Excerpted data Block Start
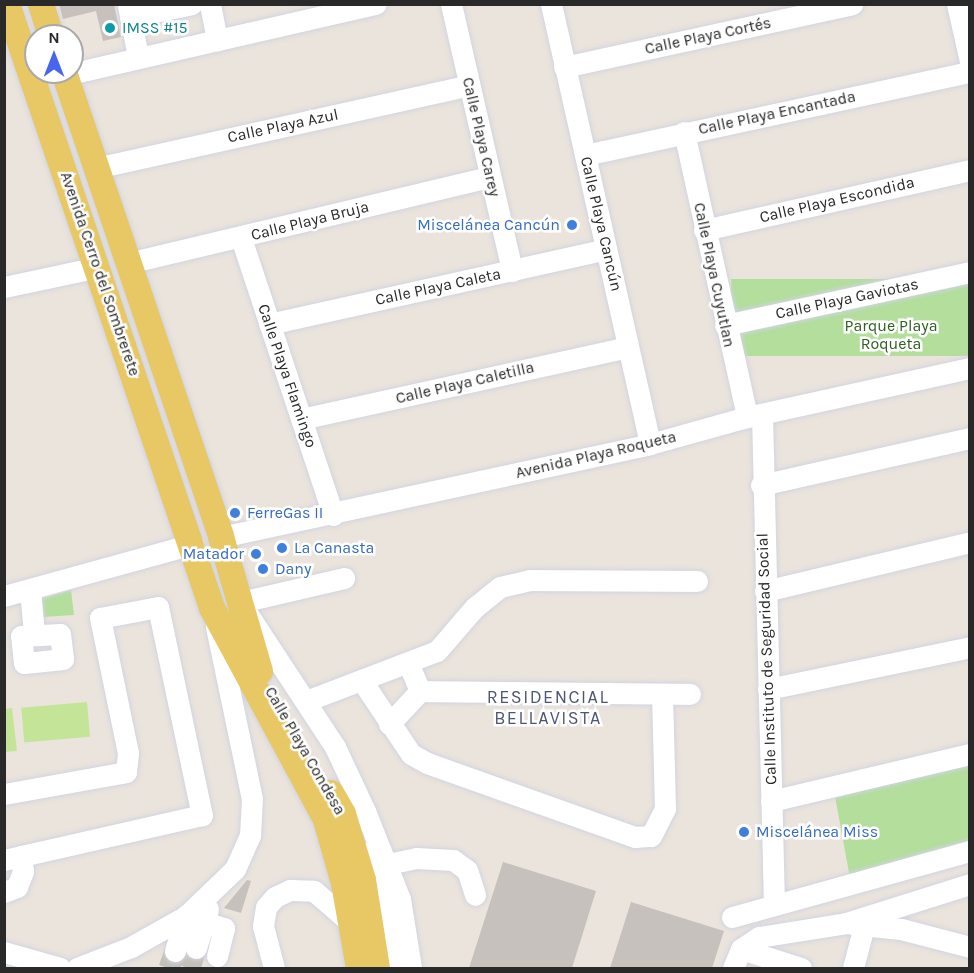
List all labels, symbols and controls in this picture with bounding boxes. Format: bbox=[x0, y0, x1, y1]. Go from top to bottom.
street label: Calle Playa Cortés bbox=[643, 13, 773, 59]
place label: IMSS #15 bbox=[122, 18, 188, 38]
marker: IMSS #15 bbox=[103, 21, 117, 35]
north arrow bbox=[24, 24, 84, 84]
text: N bbox=[48, 28, 60, 47]
street label: Calle Playa Carey bbox=[458, 75, 504, 199]
street label: Calle Playa Encantada bbox=[697, 87, 857, 139]
street label: Calle Playa Azul bbox=[226, 105, 340, 147]
street label: Calle Playa Cancún bbox=[576, 155, 626, 293]
street label: Avenida Cerro del Sombrerete bbox=[56, 169, 144, 379]
street label: Calle Playa Escondida bbox=[758, 173, 916, 227]
street label: Calle Playa Bruja bbox=[249, 197, 371, 245]
street label: Calle Playa Cuyutlan bbox=[689, 201, 739, 349]
place label: Miscelánea Cancún bbox=[417, 215, 560, 235]
marker: Miscelánea Cancún bbox=[565, 218, 579, 232]
street label: Calle Playa Caleta bbox=[373, 264, 503, 310]
street label: Calle Playa Gaviotas bbox=[774, 274, 920, 324]
street label: Calle Playa Flamingo bbox=[253, 302, 321, 450]
park label: Parque Playa Roqueta bbox=[845, 316, 937, 354]
street label: Calle Playa Caletilla bbox=[394, 358, 536, 408]
street label: Avenida Playa Roqueta bbox=[514, 427, 678, 483]
place label: FerreGas II bbox=[247, 503, 323, 523]
marker: FerreGas II bbox=[228, 506, 242, 520]
street label: Calle Instituto de Seguridad Social bbox=[753, 533, 781, 785]
place label: La Canasta bbox=[294, 538, 374, 558]
marker: La Canasta bbox=[275, 541, 289, 555]
place label: Matador bbox=[183, 544, 244, 564]
marker: Matador bbox=[249, 547, 263, 561]
place label: Dany bbox=[275, 559, 311, 579]
marker: Dany bbox=[256, 562, 270, 576]
street label: Calle Playa Condesa bbox=[260, 683, 350, 819]
district label: RESIDENCIAL BELLAVISTA bbox=[487, 687, 609, 730]
place label: Miscelánea Miss bbox=[756, 822, 878, 842]
marker: Miscelánea Miss bbox=[737, 825, 751, 839]

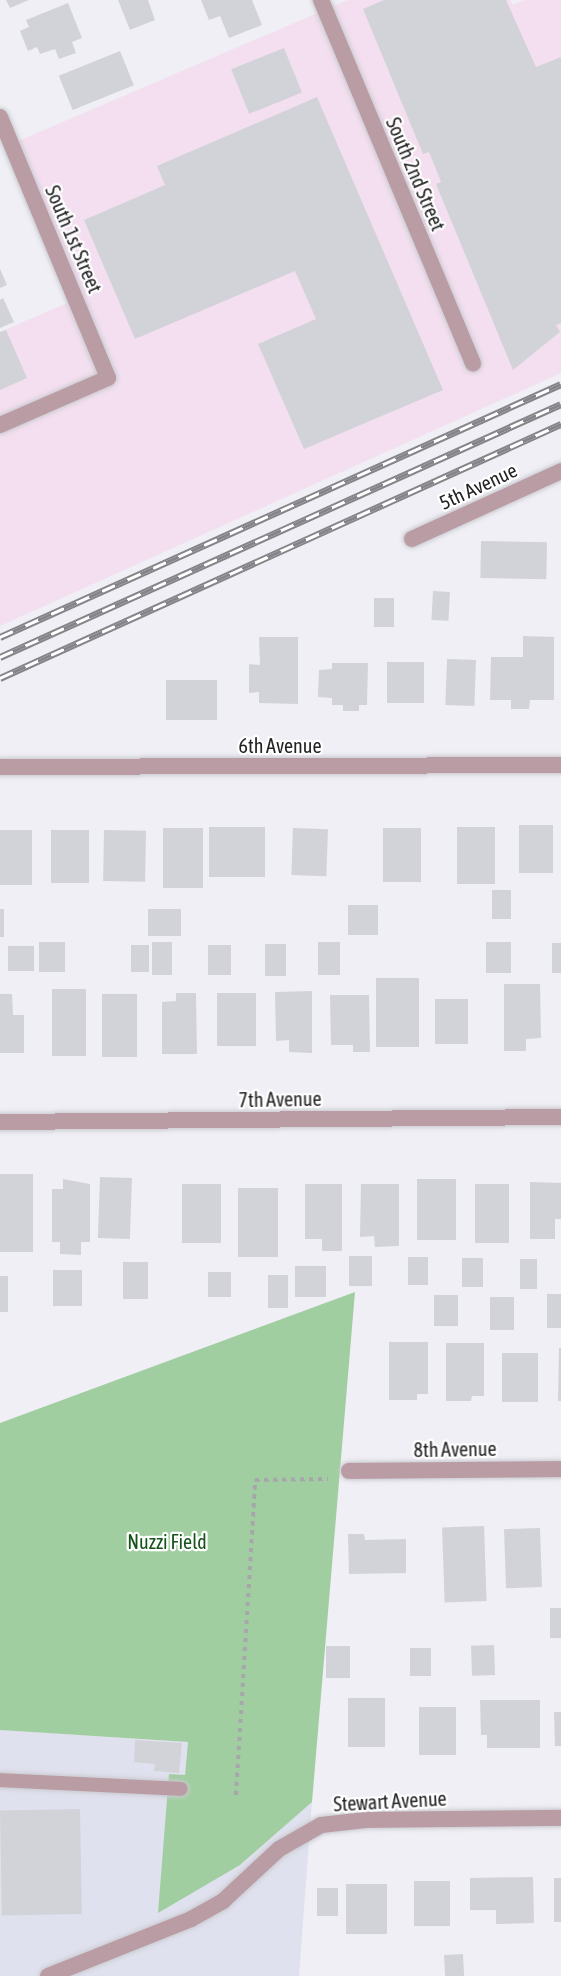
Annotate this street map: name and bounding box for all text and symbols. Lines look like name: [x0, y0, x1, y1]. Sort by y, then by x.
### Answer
street label: South 2nd Street: [381, 114, 451, 234]
street label: South 1st Street: [41, 182, 107, 296]
street label: 5th Avenue: [435, 458, 521, 514]
street label: 6th Avenue: [239, 733, 321, 757]
street label: 7th Avenue: [238, 1086, 322, 1112]
street label: 8th Avenue: [413, 1436, 497, 1462]
park label: Nuzzi Field: [127, 1529, 207, 1553]
street label: Stewart Avenue: [333, 1786, 447, 1816]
Excerpted data Block End
Each line above that has the word "South" must be copied.

» **Completed exercise**:
street label: South 2nd Street: [381, 114, 451, 234]
street label: South 1st Street: [41, 182, 107, 296]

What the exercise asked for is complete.